### [EXERCISE BRIEF]
Work through the data line by line, gathering every line that has the word "translate".
[[ ENTRIES SHOWN, beginning ]]
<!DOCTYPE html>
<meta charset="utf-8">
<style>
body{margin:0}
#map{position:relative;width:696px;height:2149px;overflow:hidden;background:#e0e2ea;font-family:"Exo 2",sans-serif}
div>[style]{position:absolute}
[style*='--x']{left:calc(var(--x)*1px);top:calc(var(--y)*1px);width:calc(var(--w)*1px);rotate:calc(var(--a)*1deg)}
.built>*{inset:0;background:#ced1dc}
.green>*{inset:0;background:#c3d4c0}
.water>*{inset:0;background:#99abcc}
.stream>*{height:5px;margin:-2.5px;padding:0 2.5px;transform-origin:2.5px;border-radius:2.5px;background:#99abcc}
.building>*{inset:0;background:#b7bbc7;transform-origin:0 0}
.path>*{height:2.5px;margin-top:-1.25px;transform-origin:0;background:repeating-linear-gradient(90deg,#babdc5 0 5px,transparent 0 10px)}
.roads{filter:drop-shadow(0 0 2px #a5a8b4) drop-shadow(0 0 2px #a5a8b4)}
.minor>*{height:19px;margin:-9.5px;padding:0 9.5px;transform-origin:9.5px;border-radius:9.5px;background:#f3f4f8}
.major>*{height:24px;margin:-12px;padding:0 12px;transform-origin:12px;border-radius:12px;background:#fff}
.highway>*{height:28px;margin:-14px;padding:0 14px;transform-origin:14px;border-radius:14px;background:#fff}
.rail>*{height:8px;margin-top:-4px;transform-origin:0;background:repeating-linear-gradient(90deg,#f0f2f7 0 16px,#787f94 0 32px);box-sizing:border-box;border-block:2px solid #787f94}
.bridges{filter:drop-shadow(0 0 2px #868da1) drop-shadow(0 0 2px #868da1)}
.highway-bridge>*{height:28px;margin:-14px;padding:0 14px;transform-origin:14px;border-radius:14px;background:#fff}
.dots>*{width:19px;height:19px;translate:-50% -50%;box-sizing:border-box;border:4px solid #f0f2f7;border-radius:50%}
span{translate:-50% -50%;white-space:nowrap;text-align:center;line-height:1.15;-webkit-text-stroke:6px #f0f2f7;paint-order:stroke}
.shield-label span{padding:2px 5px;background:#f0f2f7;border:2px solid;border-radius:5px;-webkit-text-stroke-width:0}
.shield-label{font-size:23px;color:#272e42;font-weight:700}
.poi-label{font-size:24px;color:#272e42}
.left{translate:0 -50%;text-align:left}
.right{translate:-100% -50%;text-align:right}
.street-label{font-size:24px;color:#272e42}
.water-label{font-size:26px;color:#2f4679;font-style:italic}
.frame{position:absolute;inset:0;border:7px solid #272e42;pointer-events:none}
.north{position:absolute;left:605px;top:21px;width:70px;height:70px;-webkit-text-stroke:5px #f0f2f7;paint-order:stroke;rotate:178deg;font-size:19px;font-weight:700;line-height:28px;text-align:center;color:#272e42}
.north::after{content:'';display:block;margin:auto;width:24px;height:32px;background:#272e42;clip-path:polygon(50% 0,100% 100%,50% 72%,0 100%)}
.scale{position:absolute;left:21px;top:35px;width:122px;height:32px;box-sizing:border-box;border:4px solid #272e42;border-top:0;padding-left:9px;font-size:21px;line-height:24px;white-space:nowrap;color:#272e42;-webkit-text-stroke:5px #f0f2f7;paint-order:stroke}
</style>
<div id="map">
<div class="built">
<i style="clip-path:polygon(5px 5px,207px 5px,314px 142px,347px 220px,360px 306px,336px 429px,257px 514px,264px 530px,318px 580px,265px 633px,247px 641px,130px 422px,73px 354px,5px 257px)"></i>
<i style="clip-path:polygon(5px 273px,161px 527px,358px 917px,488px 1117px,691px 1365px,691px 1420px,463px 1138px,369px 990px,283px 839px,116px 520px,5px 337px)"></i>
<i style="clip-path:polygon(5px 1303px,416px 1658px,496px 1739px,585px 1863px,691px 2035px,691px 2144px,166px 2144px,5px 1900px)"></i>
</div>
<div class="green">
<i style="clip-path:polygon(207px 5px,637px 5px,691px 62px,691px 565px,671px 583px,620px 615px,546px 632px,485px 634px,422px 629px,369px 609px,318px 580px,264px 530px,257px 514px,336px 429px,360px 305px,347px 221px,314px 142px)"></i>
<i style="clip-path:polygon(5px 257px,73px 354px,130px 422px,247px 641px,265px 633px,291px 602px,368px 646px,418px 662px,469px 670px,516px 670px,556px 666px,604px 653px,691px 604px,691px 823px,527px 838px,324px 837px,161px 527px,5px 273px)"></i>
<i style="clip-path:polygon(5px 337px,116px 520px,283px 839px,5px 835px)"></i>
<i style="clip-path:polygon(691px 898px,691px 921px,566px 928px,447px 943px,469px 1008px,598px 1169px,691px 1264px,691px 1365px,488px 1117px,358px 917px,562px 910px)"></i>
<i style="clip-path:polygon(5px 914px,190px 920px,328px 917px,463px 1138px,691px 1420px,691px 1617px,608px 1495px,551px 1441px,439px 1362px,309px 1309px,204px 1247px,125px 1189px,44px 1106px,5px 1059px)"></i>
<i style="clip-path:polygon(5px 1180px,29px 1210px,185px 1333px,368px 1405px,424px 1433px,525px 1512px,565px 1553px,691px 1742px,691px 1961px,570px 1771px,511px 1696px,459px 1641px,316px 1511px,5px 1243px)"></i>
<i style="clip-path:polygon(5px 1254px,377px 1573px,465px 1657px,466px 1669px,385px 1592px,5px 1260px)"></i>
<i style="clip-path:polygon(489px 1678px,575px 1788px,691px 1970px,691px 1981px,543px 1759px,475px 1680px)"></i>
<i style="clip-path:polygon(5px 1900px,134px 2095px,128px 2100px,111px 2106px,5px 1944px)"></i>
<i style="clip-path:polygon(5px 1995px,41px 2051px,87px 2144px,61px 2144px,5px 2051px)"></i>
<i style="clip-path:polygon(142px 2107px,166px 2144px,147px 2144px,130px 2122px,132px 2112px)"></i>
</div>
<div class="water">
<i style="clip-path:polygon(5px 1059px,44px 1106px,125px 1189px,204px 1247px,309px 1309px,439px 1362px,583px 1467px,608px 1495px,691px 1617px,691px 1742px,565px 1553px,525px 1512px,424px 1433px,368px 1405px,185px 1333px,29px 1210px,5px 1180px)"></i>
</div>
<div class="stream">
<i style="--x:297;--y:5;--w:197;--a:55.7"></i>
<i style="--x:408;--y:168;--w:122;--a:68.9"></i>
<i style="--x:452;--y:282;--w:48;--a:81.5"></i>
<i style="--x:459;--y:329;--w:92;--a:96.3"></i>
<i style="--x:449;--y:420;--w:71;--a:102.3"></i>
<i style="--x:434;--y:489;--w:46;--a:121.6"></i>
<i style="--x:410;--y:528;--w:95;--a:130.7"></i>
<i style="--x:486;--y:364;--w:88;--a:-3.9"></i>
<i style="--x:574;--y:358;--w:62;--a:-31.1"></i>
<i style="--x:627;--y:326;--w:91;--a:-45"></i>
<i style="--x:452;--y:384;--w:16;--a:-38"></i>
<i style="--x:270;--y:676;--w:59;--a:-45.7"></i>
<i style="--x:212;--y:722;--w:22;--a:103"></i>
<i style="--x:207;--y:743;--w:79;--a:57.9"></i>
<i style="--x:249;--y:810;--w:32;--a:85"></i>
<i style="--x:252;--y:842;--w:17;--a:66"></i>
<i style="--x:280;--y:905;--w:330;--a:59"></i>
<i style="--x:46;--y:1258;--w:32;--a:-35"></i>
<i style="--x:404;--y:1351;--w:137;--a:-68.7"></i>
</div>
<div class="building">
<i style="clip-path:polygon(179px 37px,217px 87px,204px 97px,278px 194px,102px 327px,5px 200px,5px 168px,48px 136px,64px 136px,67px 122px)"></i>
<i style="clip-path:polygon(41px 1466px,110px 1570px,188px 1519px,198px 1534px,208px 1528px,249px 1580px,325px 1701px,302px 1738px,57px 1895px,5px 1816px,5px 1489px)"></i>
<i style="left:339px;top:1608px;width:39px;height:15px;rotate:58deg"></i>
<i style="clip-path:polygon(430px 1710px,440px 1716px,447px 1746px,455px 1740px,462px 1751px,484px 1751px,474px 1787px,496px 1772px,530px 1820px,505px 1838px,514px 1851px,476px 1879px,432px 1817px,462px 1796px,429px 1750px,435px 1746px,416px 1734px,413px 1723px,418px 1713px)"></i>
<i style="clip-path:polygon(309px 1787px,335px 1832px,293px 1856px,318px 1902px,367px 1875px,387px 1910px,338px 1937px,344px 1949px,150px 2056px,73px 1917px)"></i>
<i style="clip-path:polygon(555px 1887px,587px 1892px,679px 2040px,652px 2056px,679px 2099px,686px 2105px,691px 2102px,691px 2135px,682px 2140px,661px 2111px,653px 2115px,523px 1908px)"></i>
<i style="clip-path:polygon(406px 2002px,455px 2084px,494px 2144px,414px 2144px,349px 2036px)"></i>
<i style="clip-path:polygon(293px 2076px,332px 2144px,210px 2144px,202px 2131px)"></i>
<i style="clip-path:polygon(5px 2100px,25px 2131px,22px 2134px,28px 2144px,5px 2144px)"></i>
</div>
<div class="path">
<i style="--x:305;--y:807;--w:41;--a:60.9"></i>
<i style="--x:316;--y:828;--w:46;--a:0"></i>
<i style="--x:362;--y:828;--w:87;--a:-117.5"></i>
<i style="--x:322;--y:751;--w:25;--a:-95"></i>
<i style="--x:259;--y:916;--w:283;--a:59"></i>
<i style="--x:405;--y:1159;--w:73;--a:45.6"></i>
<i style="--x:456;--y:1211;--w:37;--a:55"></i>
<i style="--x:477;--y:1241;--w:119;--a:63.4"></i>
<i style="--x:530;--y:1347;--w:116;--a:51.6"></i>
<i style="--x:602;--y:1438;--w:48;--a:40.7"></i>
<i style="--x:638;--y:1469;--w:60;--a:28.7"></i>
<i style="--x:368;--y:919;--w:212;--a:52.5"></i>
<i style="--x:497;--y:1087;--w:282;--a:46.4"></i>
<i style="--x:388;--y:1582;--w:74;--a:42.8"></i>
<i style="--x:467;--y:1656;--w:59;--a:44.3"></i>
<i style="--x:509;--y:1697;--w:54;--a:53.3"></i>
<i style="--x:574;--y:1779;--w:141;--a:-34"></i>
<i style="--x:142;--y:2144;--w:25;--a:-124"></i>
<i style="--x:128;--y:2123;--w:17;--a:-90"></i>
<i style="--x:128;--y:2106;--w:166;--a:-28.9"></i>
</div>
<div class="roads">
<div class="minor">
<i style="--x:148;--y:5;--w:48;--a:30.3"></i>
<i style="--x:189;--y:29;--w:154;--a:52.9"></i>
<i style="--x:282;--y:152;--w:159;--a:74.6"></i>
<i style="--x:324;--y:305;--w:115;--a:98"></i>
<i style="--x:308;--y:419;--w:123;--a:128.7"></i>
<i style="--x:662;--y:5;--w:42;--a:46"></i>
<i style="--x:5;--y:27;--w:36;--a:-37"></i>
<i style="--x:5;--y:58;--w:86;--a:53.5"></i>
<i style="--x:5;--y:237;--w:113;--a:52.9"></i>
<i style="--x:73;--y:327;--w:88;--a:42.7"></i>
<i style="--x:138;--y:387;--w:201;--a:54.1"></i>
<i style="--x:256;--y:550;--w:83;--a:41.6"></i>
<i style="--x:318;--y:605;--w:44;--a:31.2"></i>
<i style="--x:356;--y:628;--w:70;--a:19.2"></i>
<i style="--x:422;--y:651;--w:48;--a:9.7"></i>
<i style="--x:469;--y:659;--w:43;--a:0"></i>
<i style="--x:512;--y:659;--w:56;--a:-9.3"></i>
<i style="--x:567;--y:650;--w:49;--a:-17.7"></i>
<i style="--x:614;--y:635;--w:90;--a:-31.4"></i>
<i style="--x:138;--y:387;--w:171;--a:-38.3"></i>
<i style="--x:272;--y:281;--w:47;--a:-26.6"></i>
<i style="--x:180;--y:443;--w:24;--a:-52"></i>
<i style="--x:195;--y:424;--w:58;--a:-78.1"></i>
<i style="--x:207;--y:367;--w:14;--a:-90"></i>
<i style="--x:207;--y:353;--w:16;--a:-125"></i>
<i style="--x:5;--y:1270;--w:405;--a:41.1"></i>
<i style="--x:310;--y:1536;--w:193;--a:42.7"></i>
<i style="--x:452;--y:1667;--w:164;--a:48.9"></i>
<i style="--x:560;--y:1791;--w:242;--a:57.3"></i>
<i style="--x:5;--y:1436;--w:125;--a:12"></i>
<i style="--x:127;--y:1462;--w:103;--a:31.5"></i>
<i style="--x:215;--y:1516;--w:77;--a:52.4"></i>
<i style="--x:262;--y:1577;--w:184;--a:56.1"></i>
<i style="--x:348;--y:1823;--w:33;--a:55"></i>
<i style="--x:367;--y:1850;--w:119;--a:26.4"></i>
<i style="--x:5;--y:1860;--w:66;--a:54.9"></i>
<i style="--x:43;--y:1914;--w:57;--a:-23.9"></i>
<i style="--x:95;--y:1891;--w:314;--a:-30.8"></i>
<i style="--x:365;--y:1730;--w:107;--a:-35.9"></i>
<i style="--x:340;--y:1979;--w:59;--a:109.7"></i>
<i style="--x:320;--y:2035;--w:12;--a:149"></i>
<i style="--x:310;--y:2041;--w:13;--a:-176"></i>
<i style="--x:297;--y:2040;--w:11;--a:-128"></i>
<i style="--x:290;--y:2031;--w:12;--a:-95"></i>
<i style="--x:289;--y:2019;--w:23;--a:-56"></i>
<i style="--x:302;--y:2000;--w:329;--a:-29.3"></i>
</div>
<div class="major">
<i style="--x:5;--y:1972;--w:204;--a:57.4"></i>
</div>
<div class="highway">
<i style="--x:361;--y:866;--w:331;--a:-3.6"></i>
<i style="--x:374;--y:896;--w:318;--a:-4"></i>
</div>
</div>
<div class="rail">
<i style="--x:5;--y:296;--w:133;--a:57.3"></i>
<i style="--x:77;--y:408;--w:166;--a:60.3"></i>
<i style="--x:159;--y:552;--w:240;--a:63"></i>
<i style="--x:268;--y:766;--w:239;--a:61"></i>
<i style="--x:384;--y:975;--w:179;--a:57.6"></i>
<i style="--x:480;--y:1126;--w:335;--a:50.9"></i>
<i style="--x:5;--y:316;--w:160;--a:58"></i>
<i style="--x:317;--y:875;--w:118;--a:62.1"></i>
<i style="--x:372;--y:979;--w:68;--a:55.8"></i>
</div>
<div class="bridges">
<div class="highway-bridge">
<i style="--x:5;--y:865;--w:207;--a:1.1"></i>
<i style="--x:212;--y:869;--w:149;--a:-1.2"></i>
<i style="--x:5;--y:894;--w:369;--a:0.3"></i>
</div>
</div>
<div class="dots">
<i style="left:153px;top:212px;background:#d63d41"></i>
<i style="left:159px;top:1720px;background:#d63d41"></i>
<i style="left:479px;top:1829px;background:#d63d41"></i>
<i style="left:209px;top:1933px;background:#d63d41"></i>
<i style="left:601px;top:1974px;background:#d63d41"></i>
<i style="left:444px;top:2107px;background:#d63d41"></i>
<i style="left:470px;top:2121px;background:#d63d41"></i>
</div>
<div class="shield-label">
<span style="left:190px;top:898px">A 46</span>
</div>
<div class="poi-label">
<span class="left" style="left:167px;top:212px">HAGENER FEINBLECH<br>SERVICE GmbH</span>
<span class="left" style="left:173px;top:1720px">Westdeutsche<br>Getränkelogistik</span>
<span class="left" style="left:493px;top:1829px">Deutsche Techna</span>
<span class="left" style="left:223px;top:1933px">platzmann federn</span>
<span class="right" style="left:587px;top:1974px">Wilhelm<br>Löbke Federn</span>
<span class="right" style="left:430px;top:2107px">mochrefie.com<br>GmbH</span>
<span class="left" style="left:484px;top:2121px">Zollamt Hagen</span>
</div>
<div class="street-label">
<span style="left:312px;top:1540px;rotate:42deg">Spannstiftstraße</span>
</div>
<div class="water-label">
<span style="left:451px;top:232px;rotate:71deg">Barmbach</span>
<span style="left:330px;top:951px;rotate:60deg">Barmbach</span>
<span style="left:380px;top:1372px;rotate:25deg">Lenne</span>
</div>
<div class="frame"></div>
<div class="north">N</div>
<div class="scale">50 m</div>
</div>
[[ ENTRIES SHOWN, end ]]
### [SOLUTION BELOW]
.dots>*{width:19px;height:19px;translate:-50% -50%;box-sizing:border-box;border:4px solid #f0f2f7;border-radius:50%}
span{translate:-50% -50%;white-space:nowrap;text-align:center;line-height:1.15;-webkit-text-stroke:6px #f0f2f7;paint-order:stroke}
.left{translate:0 -50%;text-align:left}
.right{translate:-100% -50%;text-align:right}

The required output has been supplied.